Morrison claimed he found Jesus at Boyd's Creek Meetinghouse near Glasgow, Kentucky. In case you'd like to visit, don't. It's long gone. Still, to be able to say that you were just 13 years old when you found the Lord at the Boyd's Creek Meetinghouse--that'd be rich, don't you think?

Anyway,  one night at a rip-roaring tent meeting, Henry Clay Morrison, probably unbeknownst to him, spoke to the heart of a man named Thomas Obadiah Chisholm, age 27, another Virginian, a teacher, just another face in the crowd, an ordinary guy aboard a wooden folding chair in the kind of tent revival where Morrison himself got saved.

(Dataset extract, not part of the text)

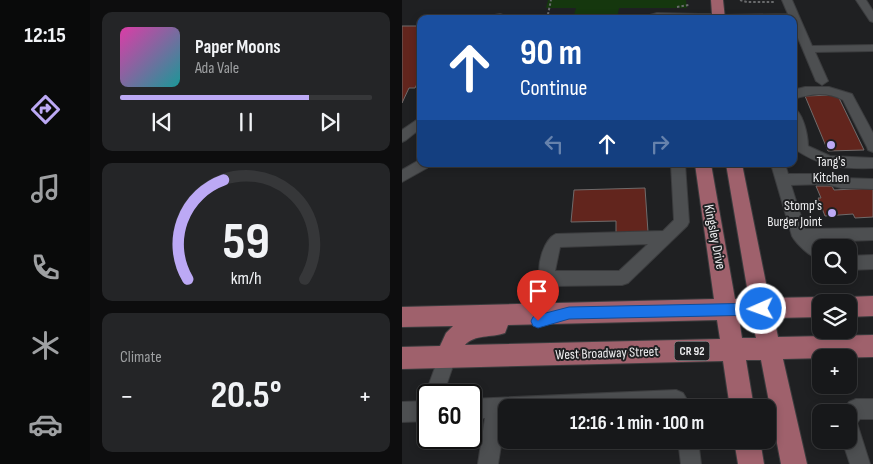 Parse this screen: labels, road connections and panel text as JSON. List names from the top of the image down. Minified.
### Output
{"streets":{"main road":["Kingsley Drive","CR 92","West Broadway Street"]},"crossings":[["Kingsley Drive","West Broadway Street"]],"places":["Tang's Kitchen","Stomp's Burger Joint"],"page":{"tabs":"12:15","turn":["90 m","Continue"],"song":["Paper Moons","Ada Vale"],"map_buttons":["+","−"],"tile":"Climate","heat":["−","20.5°","+"],"limit":"60","trip":"12:16 · 1 min · 100 m","gauge":["59","km/h"]}} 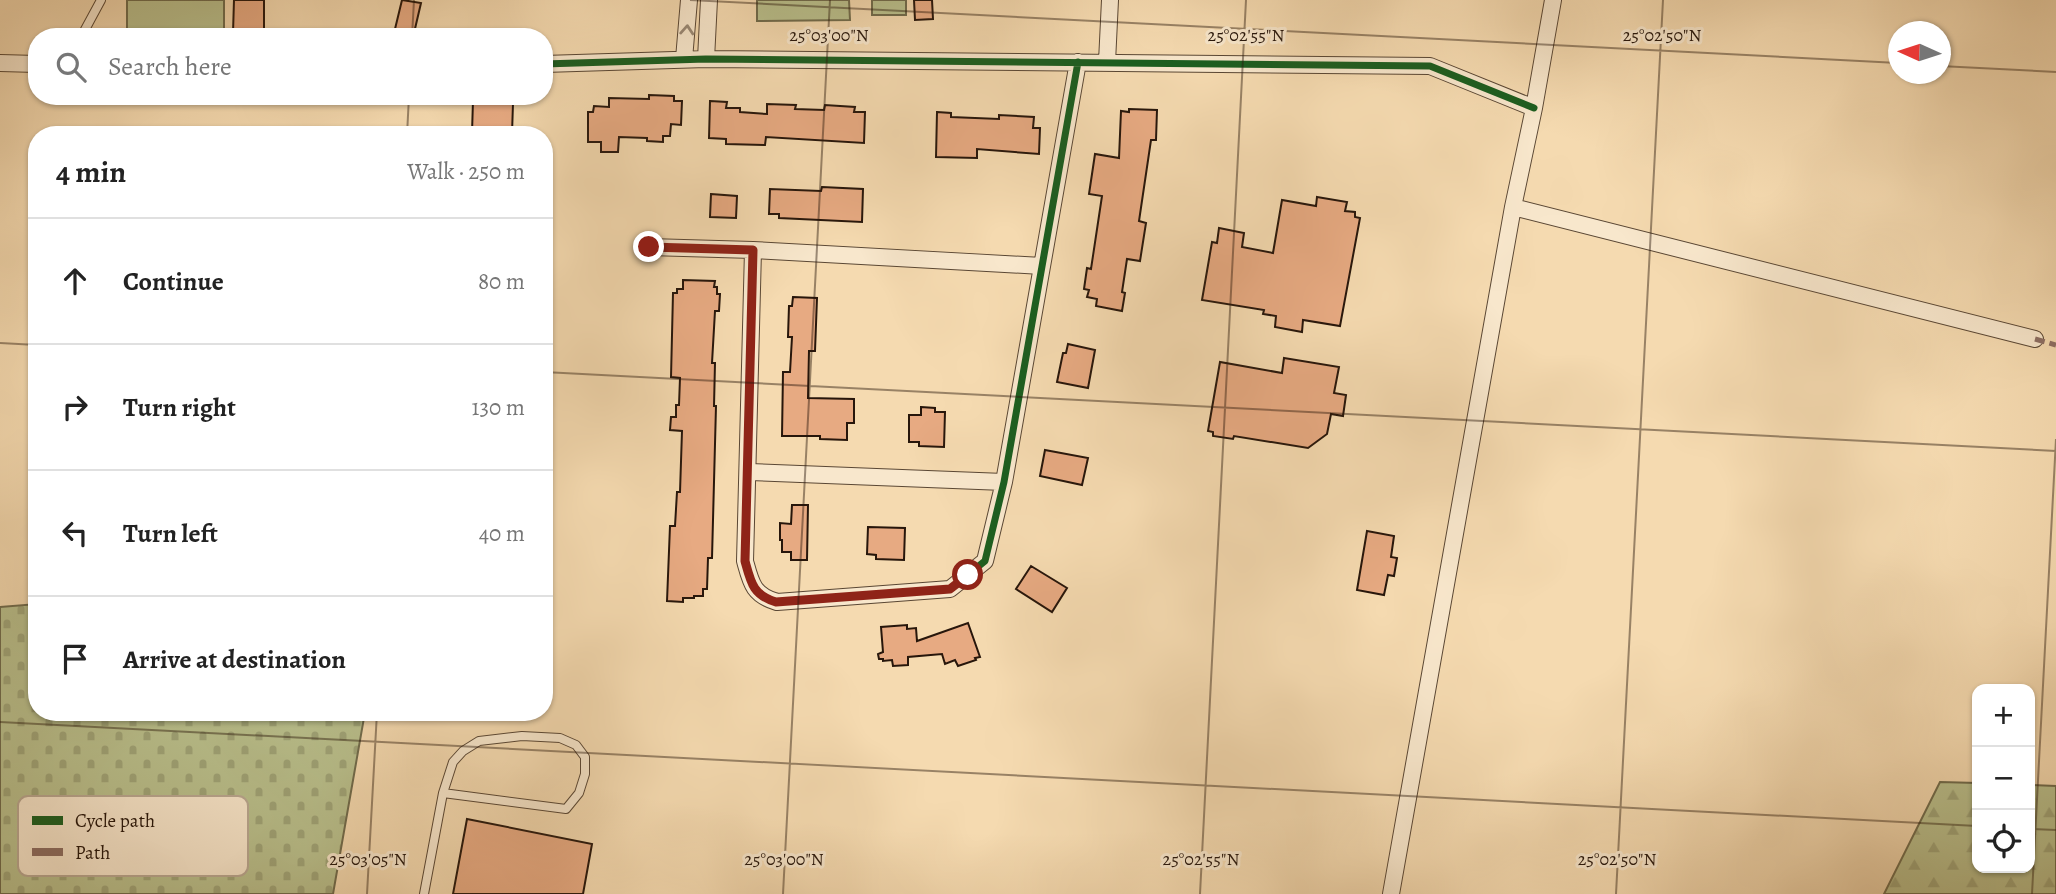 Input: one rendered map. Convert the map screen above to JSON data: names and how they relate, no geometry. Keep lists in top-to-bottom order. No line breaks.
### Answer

Thomas Obadiah Chisholm fancied himself a poet--and was. He often claimed his most famous hymn text had no dramatic story behind it, but then it seems that there wasn't much drama in his life either. Farm kid, teacher, editor, office manager, preacher, farmer again, and life insurance salesman, his life story seems--how might we say it--"unsettled." Through it all, he kept writing poems, 1200 of them throughout his life, many of them hymn texts. 

I think I've sung one of those texts a thousand times. When Dad-in-law lived in the home, my wife and I most every Sunday would visit during chapel time to take Dad down to hear some man or woman deliver the goods. To say none of those speakers were William Jennings Bryan or Henry Clay Morrison is not to denigrate what they did: bringing joy to a room full of folks singing their last stanzas takes more juice than a stump speech.

Each week, another church would bring the Word, and each week some church committee would try to figure out what the service down at the home would look like--who would play the piano and what would we sing with the old folks. More often than not, some committee member would say "Oh, gracious--how about 'Great is Thy Faithfulness.' Those old folks love 'Great is Thy Faithfulness.'" The others would assent, which meant that the next Sunday the old folks would sing it again. And again. And again. And again.

Dad's been gone now for more than a few years. We no longer attend Sunday chapel at the home, probably wouldn't know any of the residents. There's only one way people leave.

So it isn't often we sing Thomas Obadiah Chisholm's most famous hymn, "Great is Thy Faithfulness." When I consider the old days at the home, I can't help remembering what seemed a broken record. When we do sing it today, my ordinary ornery self says "here we go again." 

So we sang it again a few nights ago at the 50th birthday of our church, as apropos that night as the old hymn was at any of those renditions at the Home. I have to admit it--it felt good, once again, to go through the familiar lines Pastor Chisholm scribbled out on a sheet of paper 101 years ago. 

This time, when I looked down the row, I couldn't help seeing, towards the end, a widow, a woman known as someone specially blessed with sincere piety, someone ever leaning on the promises of God. She wasn't singing, and I couldn't help think I knew why because when I saw her lips tighten I stopped singing too, not because that old hymn is tired but because His faithfulness isn't. 

That's what I saw written on her face, her mouth closed in a half-smile. That's what I saw when we sang Chisholm's old standard, a song, he used to say, without a story.